Un flux de piétons mondial contre la guerre ondule ainsi à tous les quatre coins du monde. Le centre de gravité se tient dans l’axe du corps. Du coup, ces manifs planétaires  sont devenus des centres de gravité de l’humanité. Elles prennent assises sur terre, très significatives de cette humanité en marche. Membres inférieurs, ces pieds souvent oubliés, c’est dans leur surgissement même qu’un agrégat sensoriel s’implique . Multiplicité de fusion, d’interpénétration, comme un nouveau visage de l’humanité tranquille de l’ordre, comme l’annonçait Paul Ricoeur de passage à Rennes, la semaine dernière. Ces manifs, cette source qui s’écoule dans toutes les rues, les artères du monde, comme un sang nouveau et tranquille, celui de l’homme, ce plantigrade en marche et de sa lente ascension vers la verticalité… Ce flux mondial ? une « enveloppe tissée » comme un réseau de capillaires sanguins qui charrient, pour combler l’hémorragie que constitue ces connards d’amerloques déficients, ces prédateurs, de nouveaux globules plus riches et plus forts !

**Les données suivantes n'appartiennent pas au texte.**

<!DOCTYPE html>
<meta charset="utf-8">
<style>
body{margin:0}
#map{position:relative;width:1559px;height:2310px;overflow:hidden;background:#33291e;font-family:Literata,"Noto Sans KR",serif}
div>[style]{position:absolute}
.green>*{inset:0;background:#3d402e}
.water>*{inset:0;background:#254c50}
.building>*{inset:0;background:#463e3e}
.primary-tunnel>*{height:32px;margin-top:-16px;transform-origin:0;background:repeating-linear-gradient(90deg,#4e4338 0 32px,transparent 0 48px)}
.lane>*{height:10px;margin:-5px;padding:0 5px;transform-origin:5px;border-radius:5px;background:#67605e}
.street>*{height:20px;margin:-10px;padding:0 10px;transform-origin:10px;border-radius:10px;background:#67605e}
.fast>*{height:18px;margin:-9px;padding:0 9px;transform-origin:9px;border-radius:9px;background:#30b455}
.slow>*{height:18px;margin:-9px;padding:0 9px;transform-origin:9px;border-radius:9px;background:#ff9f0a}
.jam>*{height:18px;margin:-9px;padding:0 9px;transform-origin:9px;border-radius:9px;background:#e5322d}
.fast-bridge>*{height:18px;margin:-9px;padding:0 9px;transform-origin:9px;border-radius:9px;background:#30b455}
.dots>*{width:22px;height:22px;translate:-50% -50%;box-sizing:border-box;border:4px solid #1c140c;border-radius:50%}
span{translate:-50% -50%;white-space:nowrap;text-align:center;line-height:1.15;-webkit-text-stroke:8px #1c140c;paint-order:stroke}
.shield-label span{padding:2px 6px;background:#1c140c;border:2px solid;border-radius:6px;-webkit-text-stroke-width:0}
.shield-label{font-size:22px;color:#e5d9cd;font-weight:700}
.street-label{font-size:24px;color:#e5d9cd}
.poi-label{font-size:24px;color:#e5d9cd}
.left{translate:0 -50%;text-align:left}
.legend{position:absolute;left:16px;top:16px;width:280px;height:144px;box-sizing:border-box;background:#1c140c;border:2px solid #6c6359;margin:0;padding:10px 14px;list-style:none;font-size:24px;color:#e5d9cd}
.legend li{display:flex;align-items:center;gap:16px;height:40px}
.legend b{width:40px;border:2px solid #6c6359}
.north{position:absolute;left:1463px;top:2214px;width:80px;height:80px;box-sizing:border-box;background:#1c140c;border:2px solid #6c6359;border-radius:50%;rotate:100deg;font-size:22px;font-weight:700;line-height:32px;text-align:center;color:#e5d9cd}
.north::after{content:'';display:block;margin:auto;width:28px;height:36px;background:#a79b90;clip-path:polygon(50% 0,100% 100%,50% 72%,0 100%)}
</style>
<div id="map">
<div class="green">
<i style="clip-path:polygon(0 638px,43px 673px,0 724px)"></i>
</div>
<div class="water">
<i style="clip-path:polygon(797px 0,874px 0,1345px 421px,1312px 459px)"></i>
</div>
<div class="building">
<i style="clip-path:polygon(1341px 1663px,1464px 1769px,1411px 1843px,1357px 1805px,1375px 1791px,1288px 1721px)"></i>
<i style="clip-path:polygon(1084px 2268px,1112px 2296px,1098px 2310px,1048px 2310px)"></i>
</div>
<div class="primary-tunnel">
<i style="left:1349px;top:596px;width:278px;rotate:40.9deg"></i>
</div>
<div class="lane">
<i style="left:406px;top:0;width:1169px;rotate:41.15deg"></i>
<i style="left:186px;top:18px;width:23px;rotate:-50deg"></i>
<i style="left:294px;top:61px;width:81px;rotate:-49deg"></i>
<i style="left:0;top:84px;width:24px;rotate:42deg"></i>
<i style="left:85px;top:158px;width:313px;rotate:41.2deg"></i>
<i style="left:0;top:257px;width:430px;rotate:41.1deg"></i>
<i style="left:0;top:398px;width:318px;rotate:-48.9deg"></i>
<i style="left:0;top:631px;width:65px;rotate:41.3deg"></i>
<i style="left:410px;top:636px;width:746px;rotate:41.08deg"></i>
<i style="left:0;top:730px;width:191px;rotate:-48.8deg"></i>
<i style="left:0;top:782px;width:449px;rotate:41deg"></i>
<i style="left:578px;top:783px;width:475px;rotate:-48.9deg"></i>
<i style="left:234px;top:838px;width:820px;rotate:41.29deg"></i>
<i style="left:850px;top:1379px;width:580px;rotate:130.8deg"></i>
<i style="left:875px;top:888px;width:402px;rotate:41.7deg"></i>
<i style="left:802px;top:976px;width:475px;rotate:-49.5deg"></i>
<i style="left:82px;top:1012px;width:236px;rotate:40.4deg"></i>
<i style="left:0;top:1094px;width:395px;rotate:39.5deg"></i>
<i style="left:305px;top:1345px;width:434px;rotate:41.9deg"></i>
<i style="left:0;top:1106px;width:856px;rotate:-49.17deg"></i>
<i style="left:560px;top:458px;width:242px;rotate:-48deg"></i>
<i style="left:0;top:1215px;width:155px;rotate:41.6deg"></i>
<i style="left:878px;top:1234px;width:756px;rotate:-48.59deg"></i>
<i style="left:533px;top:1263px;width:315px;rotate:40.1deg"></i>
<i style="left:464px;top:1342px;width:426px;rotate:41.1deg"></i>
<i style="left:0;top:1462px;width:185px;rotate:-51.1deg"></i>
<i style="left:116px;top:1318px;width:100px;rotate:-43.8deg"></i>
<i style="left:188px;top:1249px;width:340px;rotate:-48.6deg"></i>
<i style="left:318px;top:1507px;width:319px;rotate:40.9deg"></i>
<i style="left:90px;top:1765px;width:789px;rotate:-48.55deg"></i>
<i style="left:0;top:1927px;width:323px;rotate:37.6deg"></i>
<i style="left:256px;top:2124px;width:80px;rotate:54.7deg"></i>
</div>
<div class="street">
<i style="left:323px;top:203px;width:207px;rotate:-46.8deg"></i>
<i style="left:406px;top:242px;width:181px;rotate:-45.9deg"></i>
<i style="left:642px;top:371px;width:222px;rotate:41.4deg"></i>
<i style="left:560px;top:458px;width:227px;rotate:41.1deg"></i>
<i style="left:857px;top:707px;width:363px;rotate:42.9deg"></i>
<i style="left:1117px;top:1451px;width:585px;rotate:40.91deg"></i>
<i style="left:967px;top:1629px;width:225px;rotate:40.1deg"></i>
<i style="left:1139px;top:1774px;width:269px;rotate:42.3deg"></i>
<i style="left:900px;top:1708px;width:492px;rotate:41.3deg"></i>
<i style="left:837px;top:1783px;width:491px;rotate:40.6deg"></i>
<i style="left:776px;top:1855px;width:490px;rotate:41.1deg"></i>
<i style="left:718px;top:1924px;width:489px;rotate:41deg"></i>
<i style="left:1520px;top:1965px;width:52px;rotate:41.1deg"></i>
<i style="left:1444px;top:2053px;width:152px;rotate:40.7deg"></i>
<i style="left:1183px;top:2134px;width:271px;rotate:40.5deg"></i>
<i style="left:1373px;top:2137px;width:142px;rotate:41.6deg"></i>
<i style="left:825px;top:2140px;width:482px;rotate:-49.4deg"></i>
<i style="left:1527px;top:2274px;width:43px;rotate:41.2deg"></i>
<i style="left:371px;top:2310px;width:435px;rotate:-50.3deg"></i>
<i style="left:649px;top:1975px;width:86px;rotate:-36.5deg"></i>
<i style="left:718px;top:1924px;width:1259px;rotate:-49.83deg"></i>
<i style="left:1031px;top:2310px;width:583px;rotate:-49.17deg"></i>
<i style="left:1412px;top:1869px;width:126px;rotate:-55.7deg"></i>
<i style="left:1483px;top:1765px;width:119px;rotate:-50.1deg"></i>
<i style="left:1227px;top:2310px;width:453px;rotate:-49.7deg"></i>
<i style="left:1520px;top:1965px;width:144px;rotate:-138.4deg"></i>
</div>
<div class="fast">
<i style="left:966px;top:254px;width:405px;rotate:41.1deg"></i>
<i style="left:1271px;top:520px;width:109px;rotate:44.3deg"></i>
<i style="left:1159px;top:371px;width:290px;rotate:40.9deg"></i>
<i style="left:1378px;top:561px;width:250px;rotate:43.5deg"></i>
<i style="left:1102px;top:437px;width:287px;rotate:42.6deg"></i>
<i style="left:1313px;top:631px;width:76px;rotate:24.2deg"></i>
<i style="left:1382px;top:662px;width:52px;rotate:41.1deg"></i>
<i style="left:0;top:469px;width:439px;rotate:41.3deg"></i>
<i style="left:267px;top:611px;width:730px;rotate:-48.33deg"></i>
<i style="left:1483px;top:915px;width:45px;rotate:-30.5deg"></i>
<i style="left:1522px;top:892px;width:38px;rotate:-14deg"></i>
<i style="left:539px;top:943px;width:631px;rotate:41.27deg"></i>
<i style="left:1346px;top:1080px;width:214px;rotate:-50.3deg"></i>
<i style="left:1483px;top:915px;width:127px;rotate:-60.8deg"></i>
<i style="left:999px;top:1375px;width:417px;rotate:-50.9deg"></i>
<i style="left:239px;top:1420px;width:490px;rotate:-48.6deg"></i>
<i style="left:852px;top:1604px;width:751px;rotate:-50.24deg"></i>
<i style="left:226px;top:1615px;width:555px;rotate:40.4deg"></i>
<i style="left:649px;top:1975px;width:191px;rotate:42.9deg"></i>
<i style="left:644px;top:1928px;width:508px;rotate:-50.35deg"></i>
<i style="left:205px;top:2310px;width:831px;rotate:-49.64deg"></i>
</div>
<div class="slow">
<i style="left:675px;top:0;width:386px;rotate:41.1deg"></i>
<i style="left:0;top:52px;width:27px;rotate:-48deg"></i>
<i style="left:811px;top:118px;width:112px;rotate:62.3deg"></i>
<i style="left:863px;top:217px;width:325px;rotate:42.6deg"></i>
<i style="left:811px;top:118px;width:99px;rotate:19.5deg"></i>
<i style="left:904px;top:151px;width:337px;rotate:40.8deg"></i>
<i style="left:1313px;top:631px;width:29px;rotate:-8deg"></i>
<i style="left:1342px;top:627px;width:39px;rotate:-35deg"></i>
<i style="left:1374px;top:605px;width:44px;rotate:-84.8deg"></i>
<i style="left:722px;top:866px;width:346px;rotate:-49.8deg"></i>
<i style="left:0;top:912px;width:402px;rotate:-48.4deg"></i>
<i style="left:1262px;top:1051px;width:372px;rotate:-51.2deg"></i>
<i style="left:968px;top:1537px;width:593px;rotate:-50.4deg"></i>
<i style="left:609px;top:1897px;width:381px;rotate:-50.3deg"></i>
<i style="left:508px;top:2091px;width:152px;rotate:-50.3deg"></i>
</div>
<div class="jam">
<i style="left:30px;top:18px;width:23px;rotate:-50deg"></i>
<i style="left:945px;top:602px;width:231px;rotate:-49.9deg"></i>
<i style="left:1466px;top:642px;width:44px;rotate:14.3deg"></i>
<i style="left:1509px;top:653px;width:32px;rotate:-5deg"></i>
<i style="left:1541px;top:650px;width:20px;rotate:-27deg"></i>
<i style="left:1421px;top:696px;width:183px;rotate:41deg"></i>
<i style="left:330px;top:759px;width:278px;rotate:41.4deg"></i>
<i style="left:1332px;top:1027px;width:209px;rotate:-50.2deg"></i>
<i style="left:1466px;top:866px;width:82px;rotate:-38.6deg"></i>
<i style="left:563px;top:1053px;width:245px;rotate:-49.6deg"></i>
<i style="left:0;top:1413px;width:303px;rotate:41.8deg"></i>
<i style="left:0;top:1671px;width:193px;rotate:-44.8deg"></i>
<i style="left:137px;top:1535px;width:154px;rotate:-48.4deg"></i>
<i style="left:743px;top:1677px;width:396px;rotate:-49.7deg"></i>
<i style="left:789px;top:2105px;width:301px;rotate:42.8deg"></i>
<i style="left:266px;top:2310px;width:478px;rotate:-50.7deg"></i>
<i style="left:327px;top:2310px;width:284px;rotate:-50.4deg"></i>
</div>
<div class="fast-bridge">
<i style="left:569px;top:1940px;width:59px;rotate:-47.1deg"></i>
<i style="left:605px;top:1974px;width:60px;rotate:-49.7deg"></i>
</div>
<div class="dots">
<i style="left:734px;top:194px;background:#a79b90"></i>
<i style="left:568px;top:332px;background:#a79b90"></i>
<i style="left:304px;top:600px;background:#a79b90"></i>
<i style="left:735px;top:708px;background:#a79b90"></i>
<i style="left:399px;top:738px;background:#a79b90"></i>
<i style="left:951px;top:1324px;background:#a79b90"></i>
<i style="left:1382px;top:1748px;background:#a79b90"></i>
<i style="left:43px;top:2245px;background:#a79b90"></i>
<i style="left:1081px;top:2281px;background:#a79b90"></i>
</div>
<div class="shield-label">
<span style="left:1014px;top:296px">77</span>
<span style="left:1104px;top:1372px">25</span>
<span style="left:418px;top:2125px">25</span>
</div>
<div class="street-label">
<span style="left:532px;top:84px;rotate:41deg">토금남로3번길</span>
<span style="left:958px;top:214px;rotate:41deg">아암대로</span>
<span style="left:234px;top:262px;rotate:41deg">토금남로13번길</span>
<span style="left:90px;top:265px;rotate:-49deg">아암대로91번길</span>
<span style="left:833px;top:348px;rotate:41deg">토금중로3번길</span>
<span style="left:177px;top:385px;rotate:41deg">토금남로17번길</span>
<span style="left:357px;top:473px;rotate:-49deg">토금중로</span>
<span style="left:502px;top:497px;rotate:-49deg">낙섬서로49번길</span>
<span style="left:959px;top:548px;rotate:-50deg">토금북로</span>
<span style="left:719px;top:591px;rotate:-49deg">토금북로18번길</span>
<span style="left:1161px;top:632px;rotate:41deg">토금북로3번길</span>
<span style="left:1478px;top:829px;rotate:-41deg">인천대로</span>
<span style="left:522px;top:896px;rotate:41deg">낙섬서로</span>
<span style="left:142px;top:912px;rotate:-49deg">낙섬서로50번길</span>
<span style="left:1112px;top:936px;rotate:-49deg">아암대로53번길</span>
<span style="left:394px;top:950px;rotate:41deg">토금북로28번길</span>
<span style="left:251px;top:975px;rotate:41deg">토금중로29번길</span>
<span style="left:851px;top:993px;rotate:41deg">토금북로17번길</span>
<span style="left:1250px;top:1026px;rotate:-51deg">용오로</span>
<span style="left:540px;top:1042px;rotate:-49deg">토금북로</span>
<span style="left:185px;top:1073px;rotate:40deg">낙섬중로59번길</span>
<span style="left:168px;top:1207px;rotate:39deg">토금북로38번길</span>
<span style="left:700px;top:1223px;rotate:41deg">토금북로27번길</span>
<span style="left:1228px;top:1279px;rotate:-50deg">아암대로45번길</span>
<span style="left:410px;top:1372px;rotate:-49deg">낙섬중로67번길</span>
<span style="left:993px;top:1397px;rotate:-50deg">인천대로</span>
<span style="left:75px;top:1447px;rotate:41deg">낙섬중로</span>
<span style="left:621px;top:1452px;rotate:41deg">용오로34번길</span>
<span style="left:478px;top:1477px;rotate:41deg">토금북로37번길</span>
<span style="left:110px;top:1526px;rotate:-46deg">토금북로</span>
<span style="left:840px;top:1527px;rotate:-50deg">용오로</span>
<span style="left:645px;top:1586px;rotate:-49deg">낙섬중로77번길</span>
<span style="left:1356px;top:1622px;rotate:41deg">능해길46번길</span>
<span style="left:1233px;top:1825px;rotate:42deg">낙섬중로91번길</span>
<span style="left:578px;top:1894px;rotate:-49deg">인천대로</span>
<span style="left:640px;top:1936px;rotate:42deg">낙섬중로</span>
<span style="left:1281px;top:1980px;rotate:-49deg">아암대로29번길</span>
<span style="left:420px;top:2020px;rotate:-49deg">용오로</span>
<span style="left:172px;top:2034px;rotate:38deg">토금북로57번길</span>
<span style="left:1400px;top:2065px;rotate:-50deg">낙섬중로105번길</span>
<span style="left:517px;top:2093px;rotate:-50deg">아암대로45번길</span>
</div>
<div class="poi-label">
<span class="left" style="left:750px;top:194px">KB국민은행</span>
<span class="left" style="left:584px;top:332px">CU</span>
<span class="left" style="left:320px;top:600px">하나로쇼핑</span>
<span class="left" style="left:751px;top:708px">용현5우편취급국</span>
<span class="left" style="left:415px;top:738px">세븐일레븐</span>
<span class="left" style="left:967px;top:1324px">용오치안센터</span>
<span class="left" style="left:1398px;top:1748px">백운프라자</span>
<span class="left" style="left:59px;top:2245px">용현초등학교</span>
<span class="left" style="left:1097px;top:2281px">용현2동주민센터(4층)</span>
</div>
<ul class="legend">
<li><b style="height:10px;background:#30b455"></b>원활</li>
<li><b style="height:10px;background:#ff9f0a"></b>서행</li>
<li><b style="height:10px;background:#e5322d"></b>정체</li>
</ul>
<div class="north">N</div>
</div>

Un ensemble de cellules d’un grand corps. Une manif c’est une conspiration. Parce que le groupe humain a une liaison, a une aptitude à se rejoindre que n’a pas l ‘animal, il est fait des consciences individuelles qui se rejoignent, qui vont s’unifier. Prenons la nature : quand il y a une rupture, une blessure, un manque, une faille, la nature compense. Prenons un arbre, pas con quand une branche est cassée, c’est la branche voisine qui fera plus de fruits que prévu. Même phénomène chez une espèce animale victime de maladie ou de prédateurs, elle fait beaucoup plus de petits…

Quand un corps est menacé, il se défend. Il existe une fabrication d’anti-corps. Nous sommes tous, chacun , cellule d’un grand corps, comme le dit Bergson. Ce grand corps c’est l’humanité. Face à un tel événement  d’impact mondial auquel on assiste en Irak, qui touche et blesse l’humanité, grace à ces mobilisations des opinions publiques du monde en marche, chacun des corps de celle-ci contribue à la défense du grand corps.

Anti-corps contre prédateur, ainsi sommes-nous en manif. Pour définir le prédateur, cette voix off impeccable que l'on entend dans le film de Jean-Luc Godard For ever Mozart : " La guerre, c'est simple, c'est faire entrer un morceau de fer dans un morceau de chair. " Justement, quand je pense aux USA, je pense cinéma. Mais j’en ai marre de ne voir dans l’Amérique que du cinéma...George W. Bush c'est surtout du délire !

C’est beau la résistance d’un peuple fier, qui ne se contente pas qu’on lui lance des chewing-gums et des petits fanions étoilés, comme lors d’une étape du tour de France devant toutes les télévisions du monde. Si par honneur envers leurs 5 000 ans d’histoire, les irakiens résisteront jusqu’au bout, l’on verra bien dans les heures qui viennent, à Bagdad qui se transforme en taupinière qui n’a plus rien à perdre, si l’appareil d'État états-unien et ses Marines sont en fait autre chose que de simples Malabars soufflés en bulle …qui éclatent à la gueule, en attente des résultats du championnat de base-ball.